Jun 12 14:44:54 corosync [TOTEM ] Process pause detected for 38109 ms,
flushing membership messages.









On 6/12/14, 1:55 PM, "Schaefer, Micah" <Micah.Schaefer@xxxxxxxxxx> wrote:

I just found that the clock on node1 was off by about a minute and a half
compared to the rest of the nodes.

I am running ntp, so not sure why the time wasn’t synced up. Wonder if
node1 being behind, would think it was not receiving updates from the
other nodes?







On 6/12/14, 1:29 PM, "Digimer" <lists@xxxxxxxxxx> wrote:

Even if the token changes stop the immediate fencing, don't leave it
please. There is something fundamentally wrong that you need to
identify/fix.

Keep us posted!

On 12/06/14 01:24 PM, Schaefer, Micah wrote:
The servers do not run any tasks other than the tasks in the cluster
service group.

Nodes 3 and 4 are physical servers with a lot of horsepower and nodes 1
and 2 are virtual machines with much less resources available.

I adjusted the token settings and will watch for any change.

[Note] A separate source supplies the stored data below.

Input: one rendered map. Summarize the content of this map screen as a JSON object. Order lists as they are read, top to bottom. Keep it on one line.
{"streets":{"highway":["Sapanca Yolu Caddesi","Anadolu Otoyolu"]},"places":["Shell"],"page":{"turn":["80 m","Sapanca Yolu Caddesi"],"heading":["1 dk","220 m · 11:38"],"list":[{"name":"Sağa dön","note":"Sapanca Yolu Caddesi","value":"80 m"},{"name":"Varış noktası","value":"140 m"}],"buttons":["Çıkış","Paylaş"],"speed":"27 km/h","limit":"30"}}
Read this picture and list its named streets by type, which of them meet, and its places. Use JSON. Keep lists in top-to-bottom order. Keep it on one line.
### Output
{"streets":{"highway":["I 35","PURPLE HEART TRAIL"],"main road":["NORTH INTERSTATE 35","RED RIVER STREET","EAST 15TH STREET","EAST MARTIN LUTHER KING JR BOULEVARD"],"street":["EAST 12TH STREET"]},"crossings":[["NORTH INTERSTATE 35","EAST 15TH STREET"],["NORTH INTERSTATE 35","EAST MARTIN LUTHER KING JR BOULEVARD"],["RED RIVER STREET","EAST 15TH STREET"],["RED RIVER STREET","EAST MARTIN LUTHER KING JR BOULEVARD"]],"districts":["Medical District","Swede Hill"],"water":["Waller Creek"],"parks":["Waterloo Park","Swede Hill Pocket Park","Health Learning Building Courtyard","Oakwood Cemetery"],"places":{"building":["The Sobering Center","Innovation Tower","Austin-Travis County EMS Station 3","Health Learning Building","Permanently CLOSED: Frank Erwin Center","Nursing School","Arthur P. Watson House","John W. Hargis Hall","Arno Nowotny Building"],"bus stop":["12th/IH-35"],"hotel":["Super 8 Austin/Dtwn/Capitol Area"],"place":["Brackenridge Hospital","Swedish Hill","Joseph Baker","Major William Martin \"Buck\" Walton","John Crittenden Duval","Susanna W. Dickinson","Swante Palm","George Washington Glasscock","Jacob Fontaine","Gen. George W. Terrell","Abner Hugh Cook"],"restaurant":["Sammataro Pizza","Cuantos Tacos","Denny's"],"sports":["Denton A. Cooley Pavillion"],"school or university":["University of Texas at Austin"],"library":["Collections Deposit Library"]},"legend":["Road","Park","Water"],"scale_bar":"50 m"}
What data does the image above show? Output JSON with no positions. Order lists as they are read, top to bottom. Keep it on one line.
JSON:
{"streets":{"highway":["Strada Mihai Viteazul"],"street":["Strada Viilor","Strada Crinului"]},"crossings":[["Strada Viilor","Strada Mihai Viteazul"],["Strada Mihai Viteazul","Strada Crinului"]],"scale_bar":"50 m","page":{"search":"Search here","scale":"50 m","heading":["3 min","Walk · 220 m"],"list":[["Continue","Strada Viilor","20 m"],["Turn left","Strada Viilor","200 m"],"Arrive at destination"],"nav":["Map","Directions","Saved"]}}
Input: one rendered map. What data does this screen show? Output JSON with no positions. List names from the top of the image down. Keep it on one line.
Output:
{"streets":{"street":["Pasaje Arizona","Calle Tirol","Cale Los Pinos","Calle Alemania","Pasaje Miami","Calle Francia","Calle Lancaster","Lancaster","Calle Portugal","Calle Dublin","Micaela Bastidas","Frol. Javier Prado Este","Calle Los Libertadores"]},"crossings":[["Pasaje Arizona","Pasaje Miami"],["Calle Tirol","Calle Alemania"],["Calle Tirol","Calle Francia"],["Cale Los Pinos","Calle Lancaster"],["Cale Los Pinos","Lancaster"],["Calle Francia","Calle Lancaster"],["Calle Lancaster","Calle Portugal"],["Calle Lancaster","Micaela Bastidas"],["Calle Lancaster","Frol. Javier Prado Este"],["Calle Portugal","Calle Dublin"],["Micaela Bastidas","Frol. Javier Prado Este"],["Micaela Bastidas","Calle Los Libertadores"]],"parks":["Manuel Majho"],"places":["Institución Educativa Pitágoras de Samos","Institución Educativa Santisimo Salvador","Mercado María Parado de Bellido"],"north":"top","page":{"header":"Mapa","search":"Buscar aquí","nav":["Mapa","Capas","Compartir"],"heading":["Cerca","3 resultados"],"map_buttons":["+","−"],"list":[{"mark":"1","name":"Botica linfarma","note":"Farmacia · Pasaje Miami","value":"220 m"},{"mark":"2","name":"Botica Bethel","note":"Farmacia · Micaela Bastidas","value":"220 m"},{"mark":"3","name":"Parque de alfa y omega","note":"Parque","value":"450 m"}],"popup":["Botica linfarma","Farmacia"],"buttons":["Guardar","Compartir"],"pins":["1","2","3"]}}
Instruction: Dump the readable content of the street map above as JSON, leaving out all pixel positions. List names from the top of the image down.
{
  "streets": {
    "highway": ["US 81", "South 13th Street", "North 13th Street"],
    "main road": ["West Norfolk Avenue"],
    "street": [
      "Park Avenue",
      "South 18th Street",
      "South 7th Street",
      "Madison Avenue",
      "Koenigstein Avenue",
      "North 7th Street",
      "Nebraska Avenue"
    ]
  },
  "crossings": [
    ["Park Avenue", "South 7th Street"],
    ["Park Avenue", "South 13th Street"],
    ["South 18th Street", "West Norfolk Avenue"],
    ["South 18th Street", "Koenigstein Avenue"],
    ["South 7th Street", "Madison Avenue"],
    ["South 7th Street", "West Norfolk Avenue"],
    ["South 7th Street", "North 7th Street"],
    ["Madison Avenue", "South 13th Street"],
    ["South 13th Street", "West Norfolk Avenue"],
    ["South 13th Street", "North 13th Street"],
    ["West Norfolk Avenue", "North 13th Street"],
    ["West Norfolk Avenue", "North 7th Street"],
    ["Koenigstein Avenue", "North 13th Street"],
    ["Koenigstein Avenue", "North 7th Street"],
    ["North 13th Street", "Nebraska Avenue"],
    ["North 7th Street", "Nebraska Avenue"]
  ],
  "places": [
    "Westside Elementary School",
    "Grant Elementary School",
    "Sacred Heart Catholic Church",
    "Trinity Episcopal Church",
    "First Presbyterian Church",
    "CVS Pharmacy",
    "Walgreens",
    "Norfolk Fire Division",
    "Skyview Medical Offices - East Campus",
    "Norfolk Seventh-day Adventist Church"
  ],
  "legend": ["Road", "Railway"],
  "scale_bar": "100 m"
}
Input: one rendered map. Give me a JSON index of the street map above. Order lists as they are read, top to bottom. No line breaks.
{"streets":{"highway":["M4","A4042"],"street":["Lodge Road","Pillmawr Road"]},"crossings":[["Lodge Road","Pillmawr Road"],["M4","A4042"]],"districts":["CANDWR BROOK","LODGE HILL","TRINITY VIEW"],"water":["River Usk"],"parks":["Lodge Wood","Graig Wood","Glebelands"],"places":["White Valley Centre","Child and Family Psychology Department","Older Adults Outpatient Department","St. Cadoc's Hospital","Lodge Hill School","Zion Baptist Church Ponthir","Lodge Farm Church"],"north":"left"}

On 6/12/14, 1:08 PM, "Digimer" <lists@xxxxxxxxxx> wrote:

On 12/06/14 12:48 PM, Schaefer, Micah wrote:
As far as the switch goes, both are Cisco Catalyst 6509-E, no
spanning
tree changes are happening and all the ports have port-fast enabled
for
these servers. My switch logging level is very high and I have no
messages
in relation to the time frames or ports.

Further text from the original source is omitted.